# Lab 3: Neo4j Exercises - Graph Database

## 🎯 Objectives
- Understand graph data modeling
- Learn Cypher query language
- Practice relationship analysis
- Implement recommendation algorithms
- Optimize graph queries

## 📋 Prerequisites
- Complete Lab 1 (Setup & Connections)
- Neo4j container is running
- Sample data is loaded


In [1]:
import pandas as pd
import matplotlib.pyplot as plt
import seaborn as sns
from neo4j import GraphDatabase
from datetime import datetime

# Neo4j connection (assuming Lab 1 is completed)
NEO4J_URI = "bolt://localhost:7687"
NEO4J_USER = "neo4j"
NEO4J_PASSWORD = "password123"

driver = GraphDatabase.driver(NEO4J_URI, auth=(NEO4J_USER, NEO4J_PASSWORD))

# Test connection
with driver.session() as session:
    result = session.run("RETURN 1 as test")
    test_value = result.single()["test"]

print("✅ Neo4j connected successfully!")
print(f"Test query result: {test_value}")

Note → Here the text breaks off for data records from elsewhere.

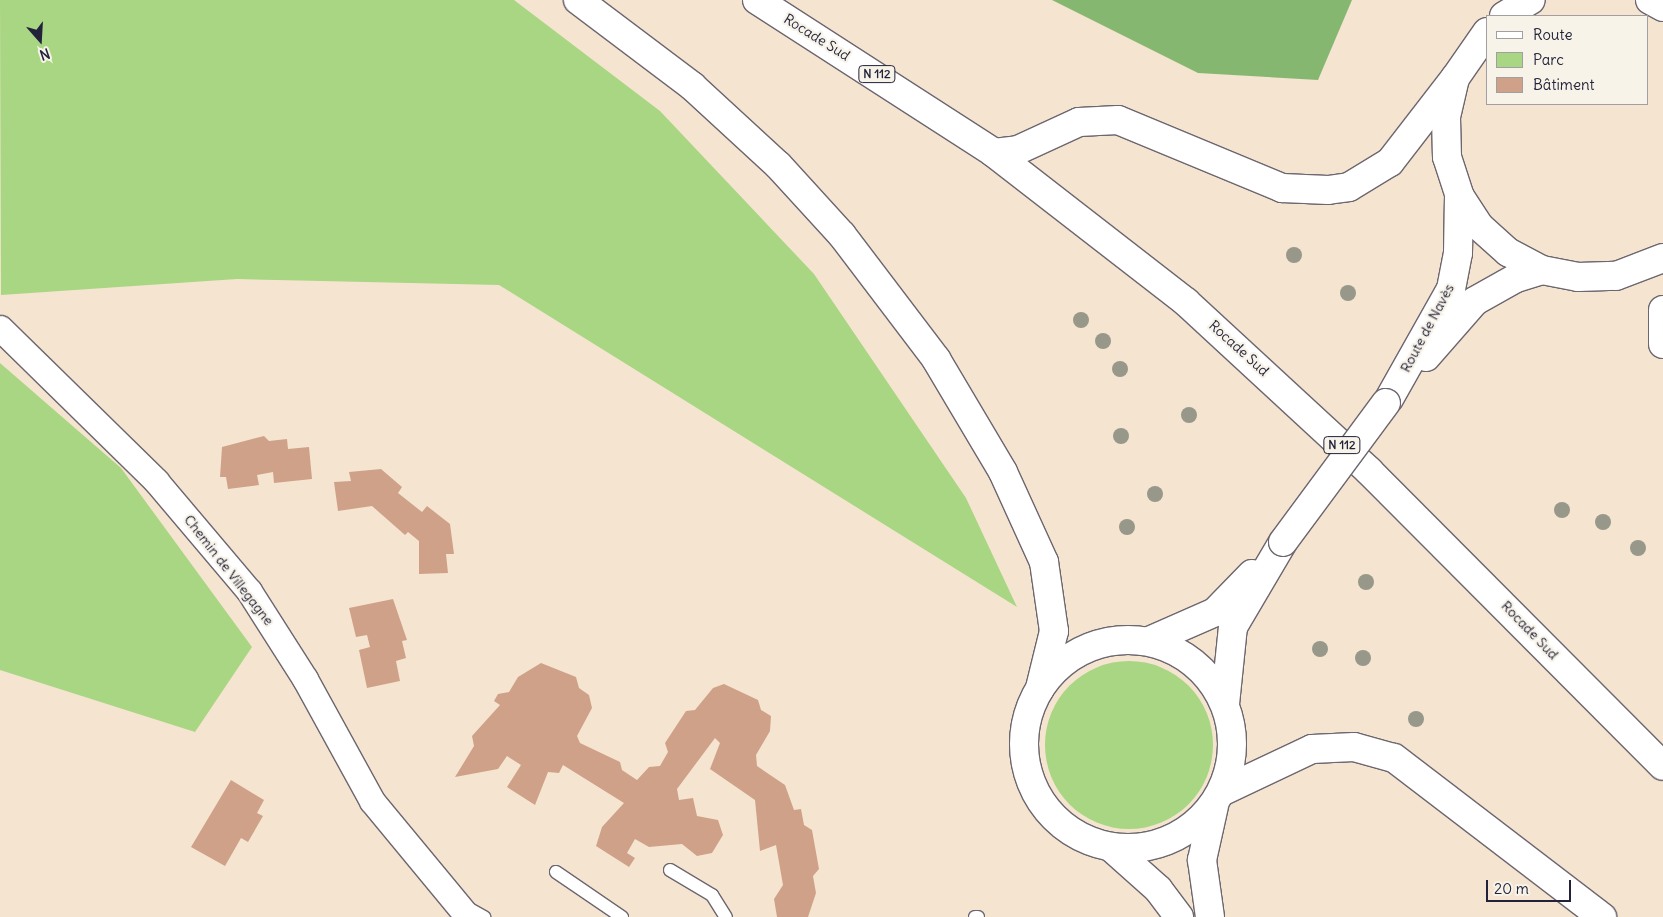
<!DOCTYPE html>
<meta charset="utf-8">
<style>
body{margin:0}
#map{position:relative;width:1663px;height:917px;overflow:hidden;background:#f5e5d0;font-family:Delius,sans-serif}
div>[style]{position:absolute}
.green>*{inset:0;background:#a9d683}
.round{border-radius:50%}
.forest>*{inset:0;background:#86b771}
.building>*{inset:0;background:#cfa188}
.roads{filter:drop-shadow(1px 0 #6c666f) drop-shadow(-1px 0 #6c666f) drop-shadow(0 1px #6c666f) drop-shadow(0 -1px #6c666f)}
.service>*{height:12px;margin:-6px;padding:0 6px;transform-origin:6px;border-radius:6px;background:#fff}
.minor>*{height:25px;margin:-12.5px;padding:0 12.5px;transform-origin:12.5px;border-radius:12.5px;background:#fff}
.secondary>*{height:28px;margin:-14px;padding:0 14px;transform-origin:14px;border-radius:14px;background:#fff}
.secondary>.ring{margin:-14px;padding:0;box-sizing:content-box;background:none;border:28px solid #fff;border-radius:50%}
.primary>*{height:28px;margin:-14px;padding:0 14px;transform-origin:14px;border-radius:14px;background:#fff}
.bridges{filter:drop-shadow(1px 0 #6c666f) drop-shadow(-1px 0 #6c666f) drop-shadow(0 1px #6c666f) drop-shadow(0 -1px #6c666f)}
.secondary-bridge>*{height:28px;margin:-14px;padding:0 14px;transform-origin:14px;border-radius:14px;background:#fff}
.trees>*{width:16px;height:16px;margin:-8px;border-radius:50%;background:#97978a}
span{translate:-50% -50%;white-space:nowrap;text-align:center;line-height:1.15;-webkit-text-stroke:4.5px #f7f3e8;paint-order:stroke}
.shield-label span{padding:1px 4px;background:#f7f3e8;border:1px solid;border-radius:4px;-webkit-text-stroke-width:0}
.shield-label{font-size:12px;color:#22223b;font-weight:700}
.street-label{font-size:14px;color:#22223b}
.legend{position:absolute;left:1486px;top:15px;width:162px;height:90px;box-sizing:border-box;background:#f7f3e8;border:1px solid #a29fa3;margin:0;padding:6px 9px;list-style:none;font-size:15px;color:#22223b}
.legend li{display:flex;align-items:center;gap:10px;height:25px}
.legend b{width:25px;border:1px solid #a29fa3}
.north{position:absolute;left:15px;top:15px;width:50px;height:50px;-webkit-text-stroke:4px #f7f3e8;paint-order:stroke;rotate:161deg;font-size:14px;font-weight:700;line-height:20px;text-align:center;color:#22223b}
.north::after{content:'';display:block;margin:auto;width:18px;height:22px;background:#22223b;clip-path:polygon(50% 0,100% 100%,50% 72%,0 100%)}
.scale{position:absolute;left:1486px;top:880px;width:85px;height:22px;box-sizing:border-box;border:2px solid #22223b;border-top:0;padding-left:6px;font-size:15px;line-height:18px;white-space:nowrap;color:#22223b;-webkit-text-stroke:4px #f7f3e8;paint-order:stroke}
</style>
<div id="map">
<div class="green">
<div style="clip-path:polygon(0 0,514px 0,660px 111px,814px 274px,966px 498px,1017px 607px,499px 285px,237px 279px,1px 295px)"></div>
<div style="clip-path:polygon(0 363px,121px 468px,252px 647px,195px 732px,0 670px)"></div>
<div class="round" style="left:1045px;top:661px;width:168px;height:168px"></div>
</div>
<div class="forest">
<div style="clip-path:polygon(1052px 0,1352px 0,1318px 80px,1198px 73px)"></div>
</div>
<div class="building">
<div style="clip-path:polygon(264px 436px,269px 441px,287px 439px,288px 449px,309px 447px,312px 479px,274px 483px,273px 472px,257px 475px,259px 485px,228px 489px,226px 477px,220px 477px,222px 447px)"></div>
<div style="clip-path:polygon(381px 469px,402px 487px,398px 493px,422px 512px,427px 506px,450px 524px,454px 554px,446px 554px,448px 573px,419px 574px,419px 541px,408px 532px,405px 535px,372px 506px,338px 511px,334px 482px,351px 481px,349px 472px)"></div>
<div style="clip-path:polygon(393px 599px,407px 640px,402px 641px,406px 658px,396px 661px,400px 681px,367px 688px,359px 650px,370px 647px,367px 635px,356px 637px,349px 608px)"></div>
<div style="clip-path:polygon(541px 663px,576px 677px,579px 688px,589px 695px,592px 708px,577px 736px,580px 743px,620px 762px,622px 770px,637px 780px,649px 767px,660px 766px,668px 752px,665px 743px,686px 711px,695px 710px,713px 688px,724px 684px,758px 700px,761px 710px,771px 716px,770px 731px,756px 755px,757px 766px,785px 785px,794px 810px,801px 809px,804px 825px,812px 830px,819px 869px,813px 876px,816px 893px,808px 917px,777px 917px,774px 899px,783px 885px,776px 845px,760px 851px,755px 800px,710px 769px,720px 743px,715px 738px,677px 789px,679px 800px,693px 798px,697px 816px,718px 820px,723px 835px,712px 853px,697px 856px,682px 844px,649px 847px,635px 839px,627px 853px,635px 858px,629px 867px,596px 846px,602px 827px,624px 803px,563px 765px,559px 773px,548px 772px,535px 805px,507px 787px,521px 765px,507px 756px,498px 769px,455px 777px,474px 746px,472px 736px,500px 705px,494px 701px,498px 694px,509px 692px,518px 677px)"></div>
<div style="clip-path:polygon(231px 780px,264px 800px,257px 813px,263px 816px,248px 842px,241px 838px,225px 866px,191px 847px)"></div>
</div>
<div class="roads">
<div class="service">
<div style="left:670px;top:870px;width:49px;rotate:30.8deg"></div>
<div style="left:712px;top:895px;width:26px;rotate:58deg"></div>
<div style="left:556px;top:872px;width:80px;rotate:34.3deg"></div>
<div style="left:466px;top:907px;width:21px;rotate:29deg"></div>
<div style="left:975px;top:917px;width:3px"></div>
</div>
<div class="minor">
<div style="left:0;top:328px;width:219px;rotate:44.4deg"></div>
<div style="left:156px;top:481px;width:144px;rotate:49.8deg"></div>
<div style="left:249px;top:591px;width:104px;rotate:57.5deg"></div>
<div style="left:305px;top:679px;width:139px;rotate:61.2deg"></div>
<div style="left:372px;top:801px;width:151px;rotate:50.4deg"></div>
</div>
<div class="secondary">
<div style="left:1650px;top:0;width:15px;rotate:28deg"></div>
<div style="left:1504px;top:16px;width:31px;rotate:-31deg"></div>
<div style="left:1487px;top:32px;width:56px;rotate:124.8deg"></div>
<div style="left:1455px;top:78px;width:40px;rotate:103deg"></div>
<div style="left:1446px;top:117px;width:40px;rotate:88.6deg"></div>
<div style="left:1447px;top:157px;width:40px;rotate:72deg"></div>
<div style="left:1459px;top:195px;width:38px;rotate:57deg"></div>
<div style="left:1480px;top:227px;width:38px;rotate:42deg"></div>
<div style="left:1508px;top:252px;width:38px;rotate:28deg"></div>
<div style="left:1542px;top:270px;width:37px;rotate:11deg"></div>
<div style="left:1578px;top:277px;width:38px;rotate:-2deg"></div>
<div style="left:1616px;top:276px;width:50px;rotate:-21deg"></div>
<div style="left:994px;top:153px;width:24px;rotate:-7deg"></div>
<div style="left:1018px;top:150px;width:67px;rotate:-24.7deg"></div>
<div style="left:1079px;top:122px;width:39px;rotate:-3deg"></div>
<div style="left:1118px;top:120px;width:178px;rotate:22.5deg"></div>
<div style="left:1282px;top:188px;width:46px;rotate:2.5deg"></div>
<div style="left:1328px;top:190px;width:21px;rotate:-8deg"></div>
<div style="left:1349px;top:187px;width:48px;rotate:-31.4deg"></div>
<div style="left:1390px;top:162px;width:106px;rotate:-52.3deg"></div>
<div style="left:1426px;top:357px;width:74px;rotate:-48.8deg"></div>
<div style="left:1475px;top:301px;width:47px;rotate:-29.3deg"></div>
<div style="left:1516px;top:278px;width:27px;rotate:-17deg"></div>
<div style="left:1389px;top:399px;width:126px;rotate:-60.6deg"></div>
<div style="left:1451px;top:289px;width:37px;rotate:-79deg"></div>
<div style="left:1458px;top:253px;width:58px;rotate:-89deg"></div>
<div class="ring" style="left:1024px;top:640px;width:180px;height:180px"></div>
<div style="left:1149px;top:641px;width:72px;rotate:-23.7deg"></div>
<div style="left:1215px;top:612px;width:53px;rotate:-45.8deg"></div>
<div style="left:1225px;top:704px;width:77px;rotate:-84.1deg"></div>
<div style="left:1233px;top:627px;width:99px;rotate:-59.5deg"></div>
<div style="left:1223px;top:791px;width:98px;rotate:-25.3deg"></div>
<div style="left:1312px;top:749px;width:42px;rotate:-2.7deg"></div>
<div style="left:1354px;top:747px;width:41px;rotate:15.4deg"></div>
<div style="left:1394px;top:758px;width:262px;rotate:37.4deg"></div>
<div style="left:1112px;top:848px;width:62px;rotate:41.7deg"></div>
<div style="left:1158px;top:889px;width:35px;rotate:53deg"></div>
<div style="left:1210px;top:917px;width:58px;rotate:-98deg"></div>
<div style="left:1202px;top:860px;width:55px;rotate:-77.5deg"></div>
</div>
<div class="primary">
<div style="left:578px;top:0;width:143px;rotate:37deg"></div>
<div style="left:692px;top:86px;width:117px;rotate:42.6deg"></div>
<div style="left:778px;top:165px;width:95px;rotate:47.6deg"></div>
<div style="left:842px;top:235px;width:156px;rotate:52.8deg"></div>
<div style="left:936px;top:359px;width:131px;rotate:59.3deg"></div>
<div style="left:1003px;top:472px;width:99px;rotate:65.5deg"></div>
<div style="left:1044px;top:562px;width:70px;rotate:81.8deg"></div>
<div style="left:1054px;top:631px;width:59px;rotate:103.8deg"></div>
<div style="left:757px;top:0;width:282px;rotate:32.8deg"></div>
<div style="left:994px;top:153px;width:243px;rotate:37.8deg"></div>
<div style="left:1186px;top:302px;width:249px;rotate:42.7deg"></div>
<div style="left:1369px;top:471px;width:416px;rotate:45.1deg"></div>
<div style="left:1663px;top:310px;width:34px;rotate:90deg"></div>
</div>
</div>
<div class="bridges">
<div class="secondary-bridge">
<div style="left:1283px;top:542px;width:173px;rotate:-53.5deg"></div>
</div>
</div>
<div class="trees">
<div style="left:1294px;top:255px"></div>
<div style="left:1348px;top:293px"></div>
<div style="left:1081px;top:320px"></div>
<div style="left:1103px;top:341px"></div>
<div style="left:1120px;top:369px"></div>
<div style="left:1189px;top:415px"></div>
<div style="left:1121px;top:436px"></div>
<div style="left:1155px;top:494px"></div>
<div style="left:1562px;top:510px"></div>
<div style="left:1603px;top:522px"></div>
<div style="left:1127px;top:527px"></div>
<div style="left:1638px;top:548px"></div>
<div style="left:1366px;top:582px"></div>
<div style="left:1320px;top:649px"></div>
<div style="left:1363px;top:658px"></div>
<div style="left:1416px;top:719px"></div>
</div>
<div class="shield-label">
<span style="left:877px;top:74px">N 112</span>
<span style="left:1342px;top:445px">N 112</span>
</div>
<div class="street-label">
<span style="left:817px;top:37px;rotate:32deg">Rocade Sud</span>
<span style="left:1427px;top:328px;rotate:-62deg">Route de Navès</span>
<span style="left:1239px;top:348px;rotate:42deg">Rocade Sud</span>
<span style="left:229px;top:570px;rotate:52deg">Chemin de Villegagne</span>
<span style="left:1530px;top:630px;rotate:46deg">Rocade Sud</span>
</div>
<ul class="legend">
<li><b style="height:6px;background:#fff"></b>Route</li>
<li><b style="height:14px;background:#a9d683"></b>Parc</li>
<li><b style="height:14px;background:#cfa188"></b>Bâtiment</li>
</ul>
<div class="north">N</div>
<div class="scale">20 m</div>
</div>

✅ Neo4j connected successfully!
Test query result: 1


## Exercise 1: Graph Schema Creation


In [2]:
# Clear existing data
with driver.session() as session:
    session.run("MATCH (n) DETACH DELETE n")
    print("✅ Existing graph data cleared")

# Create sample users
users = [
    {"id": "user_001", "name": "Nguyen Van A", "email": "a@example.com"},
    {"id": "user_002", "name": "Tran Thi B", "email": "b@example.com"},
    {"id": "user_003", "name": "Le Van C", "email": "c@example.com"},
    {"id": "user_004", "name": "Pham Thi D", "email": "d@example.com"},
    {"id": "user_005", "name": "Hoang Van E", "email": "e@example.com"}
]

# Create sample products
products = [
    {"id": "prod_001", "name": "iPhone 15 Pro", "category": "electronics"},
    {"id": "prod_002", "name": "Samsung Galaxy S24", "category": "electronics"},
    {"id": "prod_003", "name": "MacBook Pro M3", "category": "electronics"},
    {"id": "prod_004", "name": "Dell XPS 13", "category": "electronics"},
    {"id": "prod_005", "name": "AirPods Pro", "category": "electronics"}
]

# Create users
with driver.session() as session:
    for user in users:
        session.run("""
            CREATE (u:User {
                id: $id,
                name: $name,
                email: $email,
                createdAt: datetime()
            })
        """, **user)
    print(f"✅ Created {len(users)} users")

# Create products
with driver.session() as session:
    for product in products:
        session.run("""
            CREATE (p:Product {
                id: $id,
                name: $name,
                category: $category,
                createdAt: datetime()
            })
        """, **product)
    print(f"✅ Created {len(products)} products")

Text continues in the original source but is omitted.